Sarah Wilkins-Laflamme, an associate professor of sociology at the University of Waterloo, said the shift away from religion is largely a generational one.
Only 19 per cent of Canadians 65 and older said they had no religion, the census data shows, compared to 36.5 per cent of those between the ages of 15 and 64, and 42.5 per cent of those 14 and younger.
Wilkins-Laflamme said many baby boomers stopped attending religious services on a regular basis but still identify with a religious tradition.
“And then as they had kids of their own and raised them, those kids didn’t necessarily attend any kind of activities with religious groups with their parents,” she said.
“And so when it was their turn to become adults, they didn’t really see the need or the point of even keeping their religious identity or affiliation if they have no practice tied to it.”
Even as the share of non-religious people is increasing, some non-Christian religions are growing, driven largely by immigration.
Islam is the second most commonly reported religion in Canada in 2021, with nearly five per cent of the population identifying as Muslim.

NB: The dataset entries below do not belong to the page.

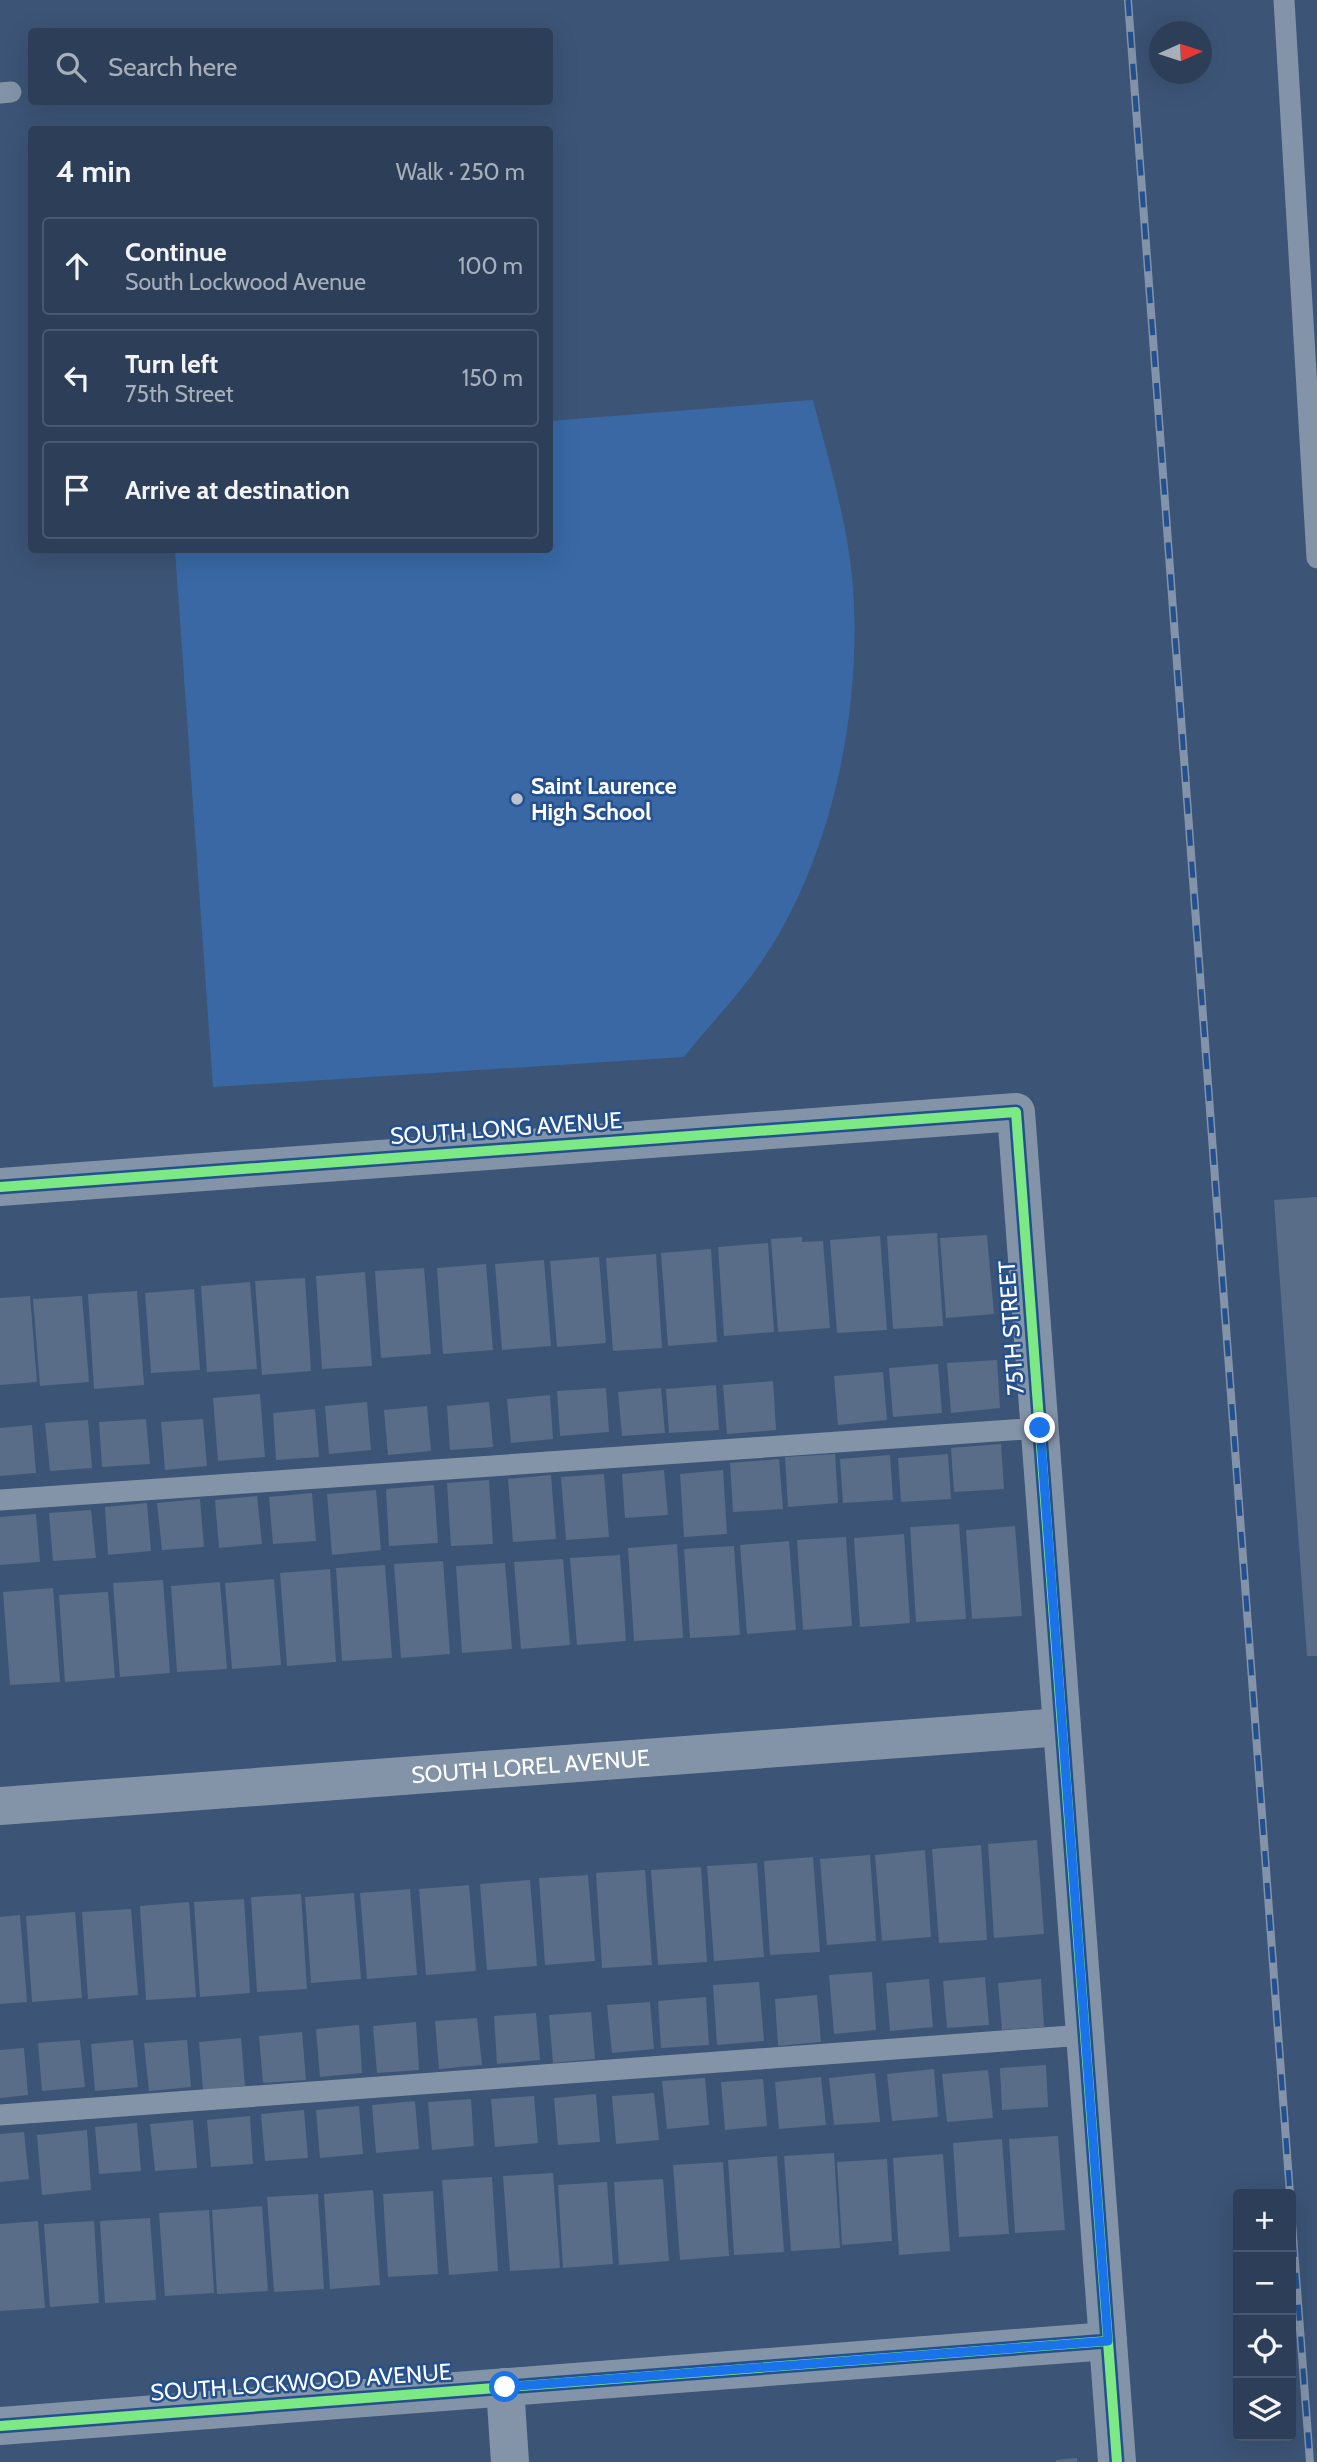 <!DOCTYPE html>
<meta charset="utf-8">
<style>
:root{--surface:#2d3f58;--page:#394a61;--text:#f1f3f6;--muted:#a7afba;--line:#48586e}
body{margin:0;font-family:Cabin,sans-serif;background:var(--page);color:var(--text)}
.controls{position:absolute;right:21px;bottom:21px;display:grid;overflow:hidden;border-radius:7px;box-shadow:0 7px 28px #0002}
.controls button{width:63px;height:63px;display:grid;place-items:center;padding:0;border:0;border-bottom:2px solid var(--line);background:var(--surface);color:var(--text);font:35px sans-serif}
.compass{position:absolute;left:1149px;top:21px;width:63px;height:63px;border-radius:50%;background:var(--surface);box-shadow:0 7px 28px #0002;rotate:87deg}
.stop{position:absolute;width:21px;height:21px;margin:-16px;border:5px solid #1a73e8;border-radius:50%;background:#fff}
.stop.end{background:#1a73e8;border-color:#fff;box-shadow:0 2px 7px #0008}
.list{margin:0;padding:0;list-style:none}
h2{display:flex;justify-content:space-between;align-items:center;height:91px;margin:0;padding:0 28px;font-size:30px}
h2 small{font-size:23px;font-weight:400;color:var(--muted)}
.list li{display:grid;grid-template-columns:46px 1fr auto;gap:21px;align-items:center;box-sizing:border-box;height:98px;margin:0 14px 14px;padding:0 14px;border:2px solid var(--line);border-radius:7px}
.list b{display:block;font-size:26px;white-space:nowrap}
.list p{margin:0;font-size:23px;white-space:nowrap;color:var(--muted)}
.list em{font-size:23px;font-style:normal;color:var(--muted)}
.icon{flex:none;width:38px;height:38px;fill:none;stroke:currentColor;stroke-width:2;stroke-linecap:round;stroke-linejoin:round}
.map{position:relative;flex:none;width:1317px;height:2462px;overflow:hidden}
.search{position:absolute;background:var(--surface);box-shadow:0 7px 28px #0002;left:28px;top:28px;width:525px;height:77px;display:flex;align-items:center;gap:18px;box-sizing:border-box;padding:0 24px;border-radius:7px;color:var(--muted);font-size:26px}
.panel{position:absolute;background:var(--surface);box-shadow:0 7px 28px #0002;left:28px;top:126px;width:525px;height:427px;border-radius:7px}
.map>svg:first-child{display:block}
.green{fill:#3968a4}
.building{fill:#596d88}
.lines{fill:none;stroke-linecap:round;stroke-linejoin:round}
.lane{stroke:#8394a9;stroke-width:21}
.street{stroke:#8394a9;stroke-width:38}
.rail-casing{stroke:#8393a9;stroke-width:8}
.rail{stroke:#24518e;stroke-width:5;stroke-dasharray:16;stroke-linecap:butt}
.cycleway-casing{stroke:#24518e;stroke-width:15}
.cycleway{stroke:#7ce984;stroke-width:10}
.route{stroke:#1a73e8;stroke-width:9}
.poi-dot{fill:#bbc3cf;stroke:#24518e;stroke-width:2.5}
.labels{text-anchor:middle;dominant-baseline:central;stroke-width:5;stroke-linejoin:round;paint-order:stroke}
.poi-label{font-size:23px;font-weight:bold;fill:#fff;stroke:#24518e;text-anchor:start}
.street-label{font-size:23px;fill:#fff;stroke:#24518e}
</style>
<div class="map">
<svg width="1317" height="2462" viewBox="0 0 1317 2462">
<rect width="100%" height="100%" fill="#3c5476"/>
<path class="green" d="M 813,400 C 828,458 846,517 852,576 C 864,700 834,854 764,958 C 741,993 710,1024 684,1057 L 213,1087 L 175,550 L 550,550 L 550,421 Z"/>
<path class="building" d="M 1317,1197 L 1317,1656 L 1307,1656 L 1274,1200 Z
M 937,1233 L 943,1326 L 893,1329 L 887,1236 Z
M 987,1235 L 994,1314 L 946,1318 L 940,1238 Z
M 880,1236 L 887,1330 L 837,1333 L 830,1240 Z
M 802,1237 L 802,1242 L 823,1241 L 830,1328 L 778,1332 L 771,1239 Z
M 768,1243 L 774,1332 L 724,1336 L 718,1247 Z
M 711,1249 L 717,1342 L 668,1346 L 661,1253 Z
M 656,1254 L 662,1348 L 613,1351 L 606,1258 Z
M 599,1257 L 606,1343 L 557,1347 L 550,1261 Z
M 544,1260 L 551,1346 L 502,1350 L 495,1264 Z
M 486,1264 L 493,1350 L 443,1354 L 437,1268 Z
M 424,1268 L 431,1354 L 381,1358 L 375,1271 Z
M 365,1272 L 372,1366 L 322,1369 L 316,1276 Z
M 305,1278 L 311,1371 L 262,1375 L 255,1281 Z
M 250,1282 L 257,1369 L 207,1372 L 201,1286 Z
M 194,1289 L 200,1370 L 151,1373 L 145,1293 Z
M 137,1291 L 144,1385 L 94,1389 L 88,1294 Z
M 30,1296 L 37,1382 L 0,1385 L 0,1298 Z
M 82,1296 L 89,1382 L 40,1386 L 33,1299 Z
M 997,1360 L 1000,1408 L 951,1413 L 947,1363 Z
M 938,1364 L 942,1413 L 893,1417 L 889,1368 Z
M 883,1372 L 887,1420 L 838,1425 L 834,1376 Z
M 773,1381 L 776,1430 L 727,1434 L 723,1385 Z
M 716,1385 L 719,1430 L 669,1433 L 666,1389 Z
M 606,1388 L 609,1432 L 560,1436 L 557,1391 Z
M 661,1388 L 665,1433 L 622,1436 L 618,1392 Z
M 260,1394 L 265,1457 L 218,1461 L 213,1398 Z
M 550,1395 L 553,1439 L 511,1443 L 507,1399 Z
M 367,1402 L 371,1450 L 329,1454 L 325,1406 Z
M 489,1402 L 493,1447 L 450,1450 L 447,1406 Z
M 427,1406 L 431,1451 L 388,1455 L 384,1410 Z
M 315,1409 L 319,1457 L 276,1460 L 273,1413 Z
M 146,1419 L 150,1464 L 102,1467 L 99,1422 Z
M 203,1419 L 207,1466 L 165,1470 L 161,1422 Z
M 88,1420 L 92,1468 L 50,1471 L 45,1423 Z
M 32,1425 L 36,1473 L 0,1476 L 0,1428 Z
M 1001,1444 L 1004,1489 L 954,1492 L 951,1448 Z
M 835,1454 L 838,1503 L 788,1507 L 785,1457 Z
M 948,1454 L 951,1499 L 901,1502 L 898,1458 Z
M 890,1455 L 893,1500 L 843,1503 L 840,1459 Z
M 779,1459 L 783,1509 L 733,1512 L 730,1463 Z
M 664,1470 L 668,1515 L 625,1518 L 622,1474 Z
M 723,1470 L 727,1534 L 684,1537 L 680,1474 Z
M 604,1474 L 609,1537 L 566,1540 L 561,1477 Z
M 551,1475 L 556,1539 L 513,1542 L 508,1479 Z
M 489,1480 L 493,1544 L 451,1546 L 447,1483 Z
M 434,1485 L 438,1543 L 389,1546 L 386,1489 Z
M 376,1490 L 381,1550 L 332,1555 L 327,1494 Z
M 312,1493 L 316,1541 L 273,1544 L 269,1497 Z
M 257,1496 L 262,1544 L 219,1548 L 215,1500 Z
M 200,1499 L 204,1547 L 162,1550 L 157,1503 Z
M 147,1503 L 151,1551 L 108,1555 L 105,1507 Z
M 91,1510 L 96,1558 L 53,1561 L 49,1513 Z
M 36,1514 L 40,1562 L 0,1565 L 0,1517 Z
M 959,1524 L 966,1619 L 916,1622 L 910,1527 Z
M 1015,1526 L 1022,1616 L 972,1619 L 966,1530 Z
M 904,1534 L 910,1623 L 860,1627 L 854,1538 Z
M 846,1537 L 852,1626 L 803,1630 L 797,1540 Z
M 789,1541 L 796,1630 L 747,1634 L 740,1545 Z
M 677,1544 L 683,1638 L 634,1641 L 628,1548 Z
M 734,1546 L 740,1635 L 690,1638 L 684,1549 Z
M 620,1555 L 626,1641 L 577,1645 L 570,1558 Z
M 563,1559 L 570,1645 L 521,1649 L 514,1562 Z
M 443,1561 L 450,1654 L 401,1658 L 394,1564 Z
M 505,1563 L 512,1649 L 462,1653 L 456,1566 Z
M 385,1565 L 392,1658 L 342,1661 L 336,1568 Z
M 330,1569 L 336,1662 L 287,1666 L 280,1573 Z
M 274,1579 L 281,1665 L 232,1669 L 225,1583 Z
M 163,1580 L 170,1673 L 120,1677 L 113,1583 Z
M 220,1582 L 227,1669 L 177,1672 L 171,1586 Z
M 53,1588 L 60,1682 L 10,1685 L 3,1592 Z
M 108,1592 L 115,1678 L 65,1682 L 59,1595 Z
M 1037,1840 L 1044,1934 L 994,1938 L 988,1844 Z
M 981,1845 L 987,1940 L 939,1943 L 932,1849 Z
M 925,1850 L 931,1937 L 882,1941 L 875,1855 Z
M 870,1855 L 876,1941 L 827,1945 L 820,1859 Z
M 813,1857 L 820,1952 L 770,1955 L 764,1861 Z
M 757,1863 L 764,1957 L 714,1961 L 707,1866 Z
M 701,1867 L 707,1962 L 658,1965 L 651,1870 Z
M 645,1870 L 652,1965 L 602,1968 L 596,1873 Z
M 588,1875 L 595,1961 L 545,1965 L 539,1878 Z
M 530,1880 L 537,1966 L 487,1970 L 480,1884 Z
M 469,1885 L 476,1971 L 426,1975 L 419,1889 Z
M 410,1889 L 417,1975 L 367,1979 L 360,1893 Z
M 354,1893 L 361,1979 L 311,1983 L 305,1897 Z
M 301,1894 L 307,1989 L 257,1992 L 251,1897 Z
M 244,1899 L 250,1993 L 200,1997 L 194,1902 Z
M 189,1902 L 196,1997 L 146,2000 L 140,1906 Z
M 131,1909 L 138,1995 L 88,1999 L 82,1912 Z
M 75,1912 L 82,1998 L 32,2002 L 26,1916 Z
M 20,1915 L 27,2002 L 0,2004 L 0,1917 Z
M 872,1972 L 876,2030 L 834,2034 L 829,1975 Z
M 985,1977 L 989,2025 L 947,2028 L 943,1981 Z
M 929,1979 L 933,2027 L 890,2031 L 886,1983 Z
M 1041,1979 L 1044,2027 L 1002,2030 L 998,1983 Z
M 759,1982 L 764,2041 L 717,2045 L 713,1985 Z
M 817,1995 L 821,2042 L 778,2046 L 775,1999 Z
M 706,1997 L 709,2045 L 661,2048 L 658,2001 Z
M 650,2002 L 654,2049 L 612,2053 L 607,2005 Z
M 591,2012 L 595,2059 L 553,2063 L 549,2015 Z
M 536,2013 L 540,2060 L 497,2064 L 494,2016 Z
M 477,2018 L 482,2065 L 439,2069 L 435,2021 Z
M 416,2022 L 419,2070 L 377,2073 L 373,2026 Z
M 359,2025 L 362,2073 L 320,2077 L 316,2029 Z
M 302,2032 L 306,2080 L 263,2083 L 259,2036 Z
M 241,2038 L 245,2086 L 203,2090 L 199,2042 Z
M 80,2040 L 85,2087 L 42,2091 L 38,2043 Z
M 133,2040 L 138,2087 L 95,2091 L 91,2044 Z
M 187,2040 L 191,2087 L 149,2091 L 144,2043 Z
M 24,2048 L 28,2095 L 0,2098 L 0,2050 Z
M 1046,2065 L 1048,2107 L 1002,2110 L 1000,2068 Z
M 934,2069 L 938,2117 L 892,2121 L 887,2074 Z
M 988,2070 L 993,2118 L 947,2122 L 942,2074 Z
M 875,2073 L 880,2122 L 834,2125 L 829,2078 Z
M 821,2077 L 826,2125 L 779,2129 L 775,2082 Z
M 705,2078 L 709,2125 L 667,2129 L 662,2081 Z
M 763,2079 L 767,2126 L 725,2130 L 721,2082 Z
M 654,2093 L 659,2140 L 616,2144 L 612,2096 Z
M 596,2094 L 600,2142 L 558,2145 L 554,2098 Z
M 534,2096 L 538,2143 L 495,2147 L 491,2099 Z
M 471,2099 L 474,2146 L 432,2150 L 428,2102 Z
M 415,2101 L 419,2149 L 376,2153 L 372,2105 Z
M 359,2106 L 363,2154 L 320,2158 L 316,2110 Z
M 304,2110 L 308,2158 L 265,2161 L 261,2114 Z
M 250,2116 L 253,2164 L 211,2167 L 207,2120 Z
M 193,2120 L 197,2168 L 155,2171 L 150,2124 Z
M 137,2123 L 141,2171 L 99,2174 L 95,2127 Z
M 87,2130 L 91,2190 L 42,2195 L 37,2135 Z
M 24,2132 L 29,2179 L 0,2182 L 0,2134 Z
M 1058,2136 L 1065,2230 L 1015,2233 L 1009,2139 Z
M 1002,2139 L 1009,2234 L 959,2237 L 953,2143 Z
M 834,2153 L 840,2248 L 791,2251 L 784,2156 Z
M 943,2154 L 950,2251 L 899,2255 L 893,2158 Z
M 777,2156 L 784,2252 L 734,2255 L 728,2160 Z
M 887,2159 L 892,2241 L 842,2245 L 837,2162 Z
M 723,2162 L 729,2256 L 680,2260 L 673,2165 Z
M 553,2173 L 560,2268 L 510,2271 L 503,2176 Z
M 492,2177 L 498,2271 L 449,2275 L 442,2180 Z
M 663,2179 L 669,2261 L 619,2265 L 614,2182 Z
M 607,2182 L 613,2264 L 563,2268 L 558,2185 Z
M 373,2190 L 380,2285 L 330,2289 L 324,2194 Z
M 433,2191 L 438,2274 L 388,2277 L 383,2194 Z
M 318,2194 L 324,2289 L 274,2292 L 267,2197 Z
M 262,2206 L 268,2291 L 217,2294 L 212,2210 Z
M 209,2210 L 214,2293 L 165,2296 L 159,2213 Z
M 150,2218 L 156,2300 L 105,2303 L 100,2221 Z
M 38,2221 L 45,2308 L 0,2311 L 0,2224 Z
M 94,2221 L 99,2303 L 50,2307 L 44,2224 Z
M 1077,2458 L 1077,2462 L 1056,2462 L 1056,2460 Z"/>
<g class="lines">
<path class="lane" d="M 1284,0 L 1317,558
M 0,93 L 11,92
M 0,1500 L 1040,1428
M 0,2115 L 1084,2035"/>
<g class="street">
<path d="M 0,1187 L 1016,1112 L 1117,2462"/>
<path id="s1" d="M 0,1806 L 1062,1727"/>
<path d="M 505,2387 L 510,2462"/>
<path d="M 0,2426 L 1108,2341"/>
</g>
<defs>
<path id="rail" d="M 1128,0 L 1290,2194
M 1291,2209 L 1310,2462"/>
</defs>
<use href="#rail" class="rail-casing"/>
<use href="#rail" class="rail"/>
<defs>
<path id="cycleway" d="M 0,1187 L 1016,1112 L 1117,2462
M 0,2426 L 1108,2341"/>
</defs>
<use href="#cycleway" class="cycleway-casing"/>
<use href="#cycleway" class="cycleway"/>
</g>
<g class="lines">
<path class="route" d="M 505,2387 L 1108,2341 L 1040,1428"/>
</g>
<circle class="poi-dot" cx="517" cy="799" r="7"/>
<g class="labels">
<g class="poi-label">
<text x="531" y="786">Saint Laurence<tspan x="531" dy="26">High School</tspan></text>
</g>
<g class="street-label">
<text transform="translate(506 1128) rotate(-4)">SOUTH LONG AVENUE</text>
<text transform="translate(1011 1328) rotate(-94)">75TH STREET</text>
<text stroke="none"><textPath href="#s1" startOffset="532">SOUTH LOREL AVENUE</textPath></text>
<text transform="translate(301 2382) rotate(-4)">SOUTH LOCKWOOD AVENUE</text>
</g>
</g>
</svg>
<div class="controls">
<button>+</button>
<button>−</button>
<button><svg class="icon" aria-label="locate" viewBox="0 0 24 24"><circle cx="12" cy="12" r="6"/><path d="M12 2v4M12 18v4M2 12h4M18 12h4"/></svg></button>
<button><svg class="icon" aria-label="layers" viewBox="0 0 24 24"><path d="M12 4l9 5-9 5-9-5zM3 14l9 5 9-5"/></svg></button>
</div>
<svg class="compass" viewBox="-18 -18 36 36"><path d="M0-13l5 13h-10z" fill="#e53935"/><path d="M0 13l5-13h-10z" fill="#a7afba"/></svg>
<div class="stop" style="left:505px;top:2387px"></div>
<div class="stop end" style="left:1040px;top:1428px"></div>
<div class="search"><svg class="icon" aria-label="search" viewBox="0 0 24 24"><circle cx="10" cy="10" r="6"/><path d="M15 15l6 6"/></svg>Search here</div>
<section class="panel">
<h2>4 min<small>Walk · 250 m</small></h2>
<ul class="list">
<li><svg class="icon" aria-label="ahead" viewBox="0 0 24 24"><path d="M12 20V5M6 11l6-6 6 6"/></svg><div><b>Continue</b><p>South Lockwood Avenue</p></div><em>100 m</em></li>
<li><svg class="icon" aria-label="left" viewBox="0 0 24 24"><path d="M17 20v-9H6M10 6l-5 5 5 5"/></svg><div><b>Turn left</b><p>75th Street</p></div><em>150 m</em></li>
<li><svg class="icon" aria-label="arrive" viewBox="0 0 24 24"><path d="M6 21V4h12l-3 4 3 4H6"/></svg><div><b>Arrive at destination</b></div></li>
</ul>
</section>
</div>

That’s more than doubled since 2001, when the share was only two per cent.
Meanwhile, 2.3 per cent of the population now identifies as Hindu, compared to one per cent in 2001.
Those who are affiliated with a given religion aren’t necessarily practising members of that faith, Statistics Canada noted.
The agency said this year’s release presents the most comprehensive portrait of Canadians’ religious affiliations to date, as the census linked to a list of 200 example denominations for people to look at before writing in their religion, which encouraged people to be more specific.
For example, 1,645 people reported being Druidic on the 2021 census, while 4,475 said they were Neopagan. In surveys past, they would only have been identified as Pagan.
The Pagan umbrella, which also includes 12,625 Wiccans, now encompasses 45,325 people.